Futbolcu şöhrete erişmişse, ona sorulacak suallerin başında kaç defa milli takımda oynadığı sorusu gelir. Basri’ye ise hayatı boyunca kaç kere milli olduğu değil, kaç defa sakatlandığı sorulmuştur. Şimdi Basri’nin önümüze serdiği bilançoya ibretle bakınız. Sonunda şu hükme varacağınıza bahse girerim. Ölüp ölüp dirilen bir futbolcunun dramıdır bu.

“Bir defa çenem kırıldı” diye girdi lafa Mehmetçik. “Ankaragücü’ne karşı oldu. Bir topa sıçradım, Yücel’le çarpıştık. Kafası çeneme çarptı. Kulaklarım uğulduyordu. Sonra bir patlama oldu. Derhal hastaneye kaldırdılar. Üç buçuk ay yattım, çenem bağlı olarak.”

“Adana’da Demirspor’la oynarken burnum kırıldı. Bir başka maçta kaşım patladı. Legia maçında kolum döndü. Galatasaray maçında Naci’nin şutu kaşıma isabet etti. Gözümde iç kanama başladı, gözüm görmedi, iki ay gözüme hava verdiler. Bir kör gibi karanlık bir dünyada yaşıyordum ve hiç görmeyeceğim endişesiyle eriyordum. Tam iki ay hiç kimseyi görmedim.”

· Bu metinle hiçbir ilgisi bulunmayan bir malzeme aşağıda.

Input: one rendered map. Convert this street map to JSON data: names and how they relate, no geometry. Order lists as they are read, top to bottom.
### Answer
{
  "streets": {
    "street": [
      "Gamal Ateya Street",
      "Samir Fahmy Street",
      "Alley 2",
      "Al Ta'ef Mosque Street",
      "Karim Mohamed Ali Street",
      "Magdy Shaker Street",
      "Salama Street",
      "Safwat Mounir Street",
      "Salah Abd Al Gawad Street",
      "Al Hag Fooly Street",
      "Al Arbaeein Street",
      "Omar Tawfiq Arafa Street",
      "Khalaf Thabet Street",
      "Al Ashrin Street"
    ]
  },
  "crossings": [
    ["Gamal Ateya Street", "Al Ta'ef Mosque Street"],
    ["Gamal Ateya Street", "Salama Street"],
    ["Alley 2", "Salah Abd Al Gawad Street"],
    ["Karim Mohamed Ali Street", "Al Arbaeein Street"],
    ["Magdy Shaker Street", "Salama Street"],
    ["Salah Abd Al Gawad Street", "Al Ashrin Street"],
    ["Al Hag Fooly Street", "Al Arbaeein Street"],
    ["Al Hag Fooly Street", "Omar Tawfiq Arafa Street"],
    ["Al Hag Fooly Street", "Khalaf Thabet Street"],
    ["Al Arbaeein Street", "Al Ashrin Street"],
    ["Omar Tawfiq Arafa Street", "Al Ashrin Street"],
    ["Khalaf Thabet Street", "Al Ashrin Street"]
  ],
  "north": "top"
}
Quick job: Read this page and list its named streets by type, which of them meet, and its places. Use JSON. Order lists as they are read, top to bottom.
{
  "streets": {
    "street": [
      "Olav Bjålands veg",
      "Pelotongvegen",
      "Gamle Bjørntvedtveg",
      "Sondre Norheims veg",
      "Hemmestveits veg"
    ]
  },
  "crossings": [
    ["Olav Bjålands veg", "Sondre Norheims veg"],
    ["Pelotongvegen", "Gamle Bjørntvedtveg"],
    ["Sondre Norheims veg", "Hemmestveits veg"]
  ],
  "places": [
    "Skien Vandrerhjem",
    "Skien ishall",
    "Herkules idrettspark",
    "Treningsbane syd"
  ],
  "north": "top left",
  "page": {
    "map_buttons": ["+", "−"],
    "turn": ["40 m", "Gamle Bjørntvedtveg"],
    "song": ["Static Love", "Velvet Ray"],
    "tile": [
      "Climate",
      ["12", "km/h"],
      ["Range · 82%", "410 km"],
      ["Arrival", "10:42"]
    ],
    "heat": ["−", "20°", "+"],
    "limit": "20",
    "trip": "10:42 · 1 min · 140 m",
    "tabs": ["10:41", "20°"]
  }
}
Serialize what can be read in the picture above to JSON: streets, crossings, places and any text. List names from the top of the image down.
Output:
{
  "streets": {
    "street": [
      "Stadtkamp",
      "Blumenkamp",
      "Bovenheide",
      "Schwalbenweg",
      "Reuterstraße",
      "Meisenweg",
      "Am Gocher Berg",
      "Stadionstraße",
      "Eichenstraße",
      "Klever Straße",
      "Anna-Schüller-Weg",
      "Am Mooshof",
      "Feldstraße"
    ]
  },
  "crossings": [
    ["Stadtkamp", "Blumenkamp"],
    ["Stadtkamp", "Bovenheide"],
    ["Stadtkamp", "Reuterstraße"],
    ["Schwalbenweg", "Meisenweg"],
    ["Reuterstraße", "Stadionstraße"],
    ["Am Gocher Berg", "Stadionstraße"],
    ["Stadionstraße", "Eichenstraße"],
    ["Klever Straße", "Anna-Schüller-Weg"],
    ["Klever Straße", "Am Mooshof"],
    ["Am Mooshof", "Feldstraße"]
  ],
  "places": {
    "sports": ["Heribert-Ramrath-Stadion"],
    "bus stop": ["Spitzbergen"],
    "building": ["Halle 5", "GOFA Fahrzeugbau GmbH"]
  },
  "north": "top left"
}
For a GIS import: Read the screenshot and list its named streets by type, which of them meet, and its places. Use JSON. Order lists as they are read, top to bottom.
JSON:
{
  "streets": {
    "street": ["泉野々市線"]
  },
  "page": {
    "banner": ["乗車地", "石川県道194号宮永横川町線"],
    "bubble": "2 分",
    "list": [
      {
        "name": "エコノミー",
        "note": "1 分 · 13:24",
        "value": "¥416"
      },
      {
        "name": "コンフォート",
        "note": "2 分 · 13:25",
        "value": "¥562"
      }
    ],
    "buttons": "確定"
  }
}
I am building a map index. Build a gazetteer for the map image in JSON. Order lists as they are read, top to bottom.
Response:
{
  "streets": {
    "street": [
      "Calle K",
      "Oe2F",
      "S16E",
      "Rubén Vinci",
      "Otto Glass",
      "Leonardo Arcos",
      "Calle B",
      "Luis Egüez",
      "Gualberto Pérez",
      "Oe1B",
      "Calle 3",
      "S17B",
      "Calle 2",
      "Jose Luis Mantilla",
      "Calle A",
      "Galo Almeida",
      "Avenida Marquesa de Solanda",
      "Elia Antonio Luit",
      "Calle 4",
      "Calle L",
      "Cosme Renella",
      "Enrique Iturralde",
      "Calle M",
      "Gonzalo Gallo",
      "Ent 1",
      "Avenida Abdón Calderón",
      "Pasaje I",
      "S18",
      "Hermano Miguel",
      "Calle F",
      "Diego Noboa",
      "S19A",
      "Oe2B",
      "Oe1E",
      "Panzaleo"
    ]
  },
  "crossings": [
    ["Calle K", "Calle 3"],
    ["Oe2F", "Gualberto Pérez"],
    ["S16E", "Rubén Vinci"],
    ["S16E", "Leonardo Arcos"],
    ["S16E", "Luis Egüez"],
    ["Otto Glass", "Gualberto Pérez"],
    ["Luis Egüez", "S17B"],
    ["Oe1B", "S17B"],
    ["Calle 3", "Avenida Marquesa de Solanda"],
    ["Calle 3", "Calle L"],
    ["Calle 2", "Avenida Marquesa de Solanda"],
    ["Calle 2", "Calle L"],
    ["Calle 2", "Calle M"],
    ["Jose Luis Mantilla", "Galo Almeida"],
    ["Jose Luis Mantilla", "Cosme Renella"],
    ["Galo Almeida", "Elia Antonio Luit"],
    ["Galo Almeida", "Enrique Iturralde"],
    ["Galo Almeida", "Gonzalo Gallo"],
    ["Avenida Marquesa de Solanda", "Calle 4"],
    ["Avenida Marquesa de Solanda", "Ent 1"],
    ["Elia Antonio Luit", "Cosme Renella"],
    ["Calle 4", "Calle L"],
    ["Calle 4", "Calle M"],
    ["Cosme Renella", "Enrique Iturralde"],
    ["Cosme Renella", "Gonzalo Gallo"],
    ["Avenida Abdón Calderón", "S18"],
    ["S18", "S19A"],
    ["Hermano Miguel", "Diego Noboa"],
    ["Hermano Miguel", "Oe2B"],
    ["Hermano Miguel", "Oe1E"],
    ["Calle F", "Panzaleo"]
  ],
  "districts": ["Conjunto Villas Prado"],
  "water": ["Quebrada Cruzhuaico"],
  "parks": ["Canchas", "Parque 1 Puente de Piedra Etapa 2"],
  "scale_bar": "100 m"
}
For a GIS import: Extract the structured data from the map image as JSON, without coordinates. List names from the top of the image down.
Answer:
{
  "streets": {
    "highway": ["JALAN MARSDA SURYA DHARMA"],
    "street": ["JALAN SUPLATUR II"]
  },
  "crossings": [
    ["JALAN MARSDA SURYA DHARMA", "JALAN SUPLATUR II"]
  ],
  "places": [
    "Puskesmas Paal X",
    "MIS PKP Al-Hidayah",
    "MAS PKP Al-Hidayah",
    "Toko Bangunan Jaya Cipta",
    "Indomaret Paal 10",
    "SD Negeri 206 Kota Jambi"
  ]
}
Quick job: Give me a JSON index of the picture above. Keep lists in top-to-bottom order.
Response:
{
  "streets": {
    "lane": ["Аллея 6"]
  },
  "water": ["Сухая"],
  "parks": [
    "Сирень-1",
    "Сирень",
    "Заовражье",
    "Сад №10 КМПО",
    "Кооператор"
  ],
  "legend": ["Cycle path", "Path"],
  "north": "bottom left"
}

Adale eziklikleri, lif kopuklukları, kanlı yara ve bereler, kulak zarının patlaması, sinüzit. Bunlar hesaba dahil değil.

Basri’nin fedakarlığı üzerinde bizim Şükrü Gülesin geçenlerde bir küçük hatırasını anlattı. Şükrü, bir Fenerbahçe-Beykoz maçına gitmiş. İki deli karşı karşıya, bir yanda Nusret, karşısında da Basri. Birden ikisi birbirlerine girmişler. Şükrü: “Havada iki avcı uçağı çarpıştı sandım” dedi. “İkisi de paramparça oldular. Basri kalktı oyununa devam etti, Nusret’i ise kafatası çatladığı için hastaneye kaldırdılar!”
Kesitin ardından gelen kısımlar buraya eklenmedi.